Brian Stelter On NBC’s Response to ‘Top of the Morning,’ Negative Reviews
Though the critics have skewered his first book, Brian Stelter chooses to see the coffee cup as half full.
“Honestly, I appreciate the feedback,” says Stelter, 27, author of Top of the Morning: Inside the Cutthroat World of Morning TV, and a media reporter for the New York Times. (Full disclosure: Stelter founded TVNewser when he was a college student)
“I’m not making this up,” he continues. “I want to learn how to be a better writer and reporter. I do think normal readers come away really happy, really entertained.”

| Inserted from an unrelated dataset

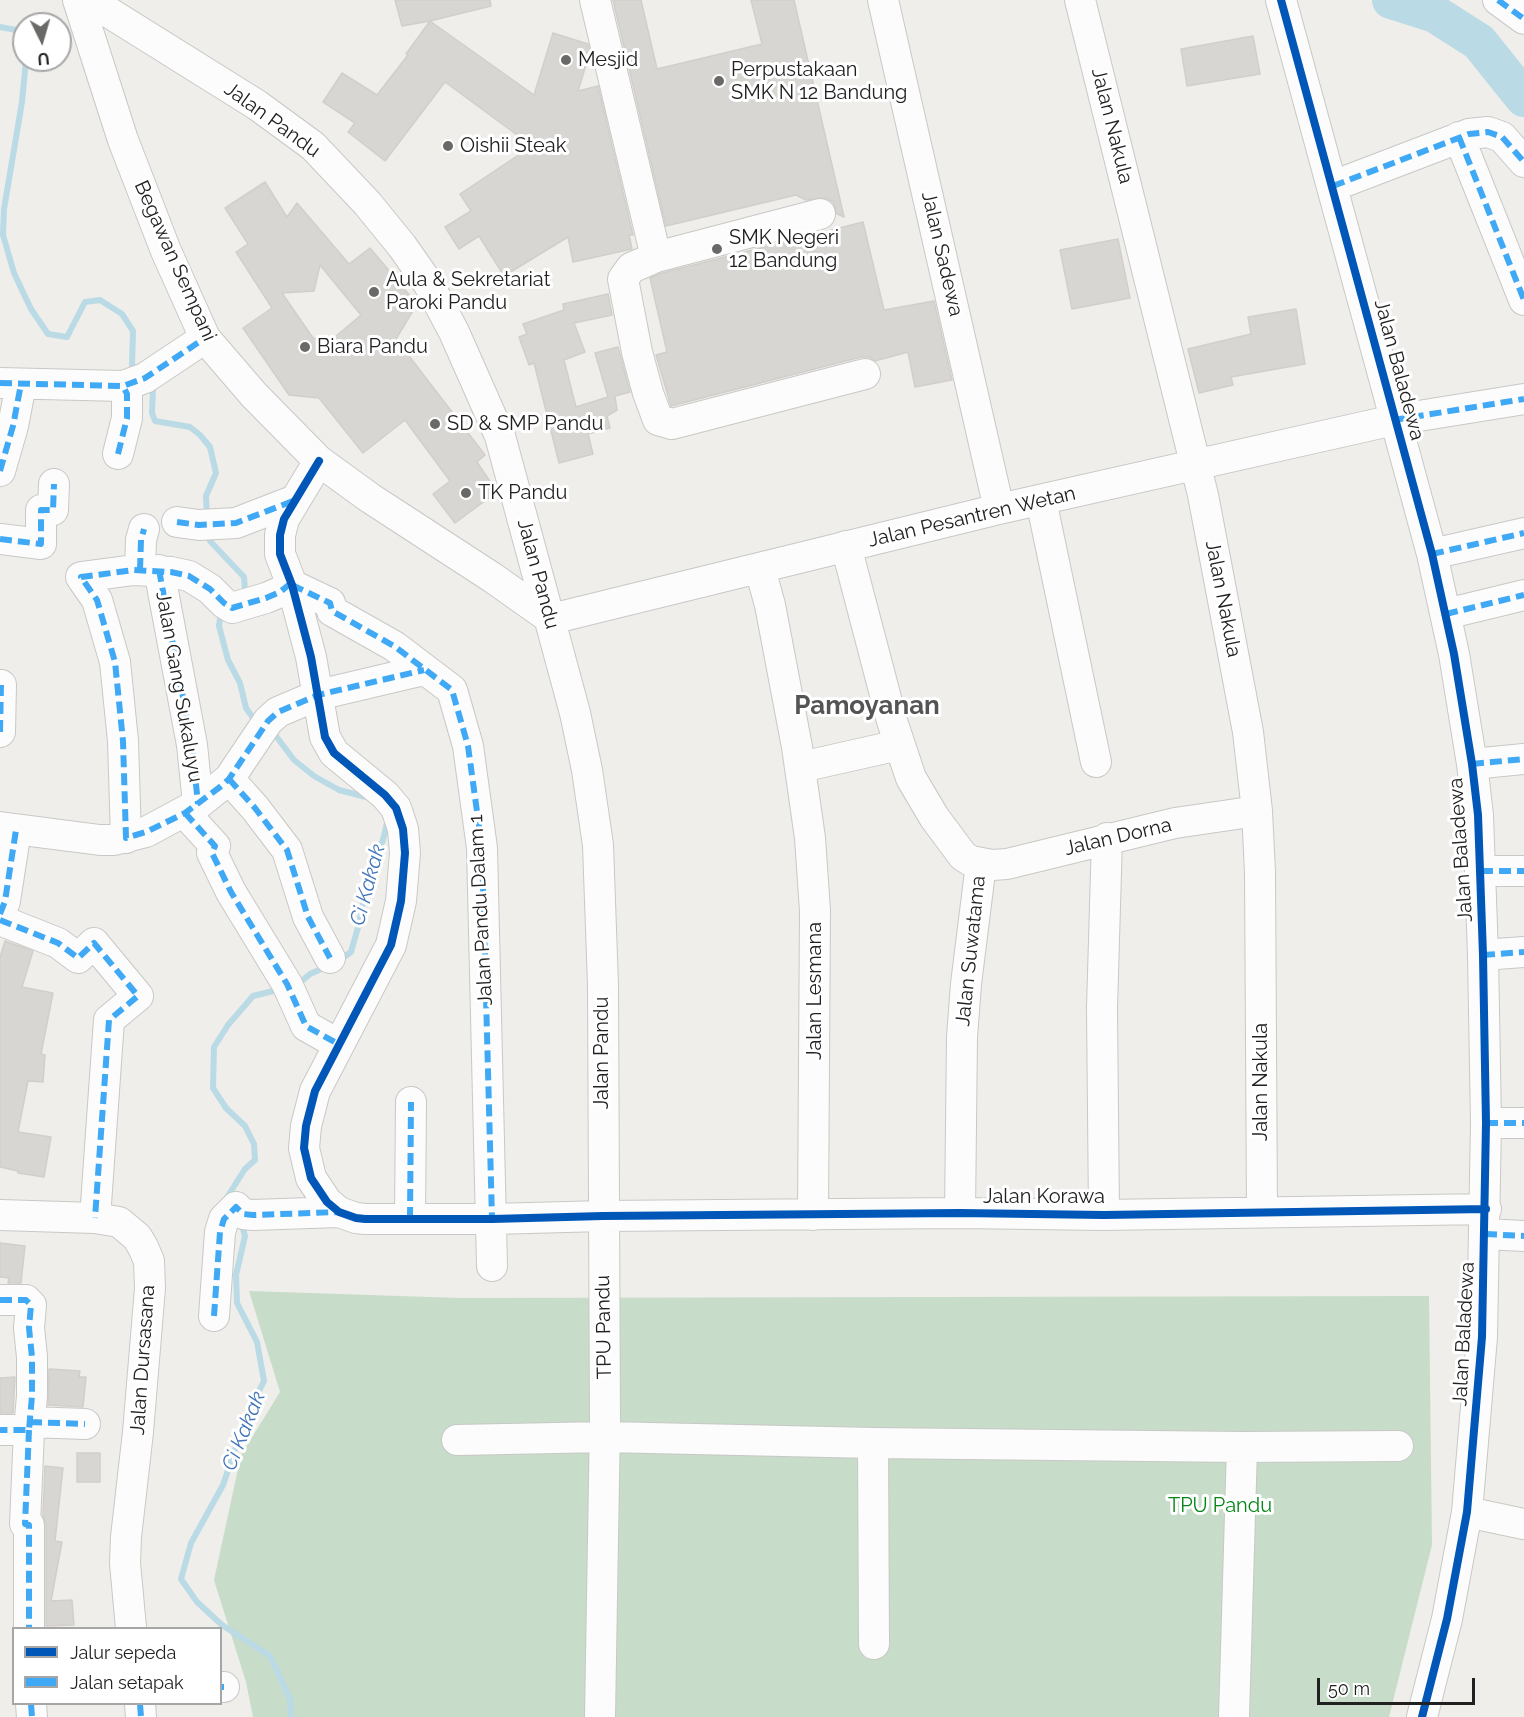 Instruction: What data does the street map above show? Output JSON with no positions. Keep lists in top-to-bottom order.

‘Normal readers’ probably don’t include a trio of power players, past and present, from NBC. ‘Morning’ paints a less than flattering portrait of ‘Today’ co-anchor Matt Lauer; his former boss, Jim Bell; and ex-NBC News president Steve Capus.
All were involved, to varying degrees, in the ham-handed – and excruciatingly public — ouster of Lauer’s co-anchor, Ann Curry, according to the book. Bell had dubbed it ‘Operation Bambi,’ not knowing, of course, that Curry would come out looking as innocent and victimized as the white-tailed fawn in his title.
Lauer is the clear villain of the piece, prompting Entertainment Weekly to accuse Stelter of having a ‘vendetta’ against the mega-millionaire anchor.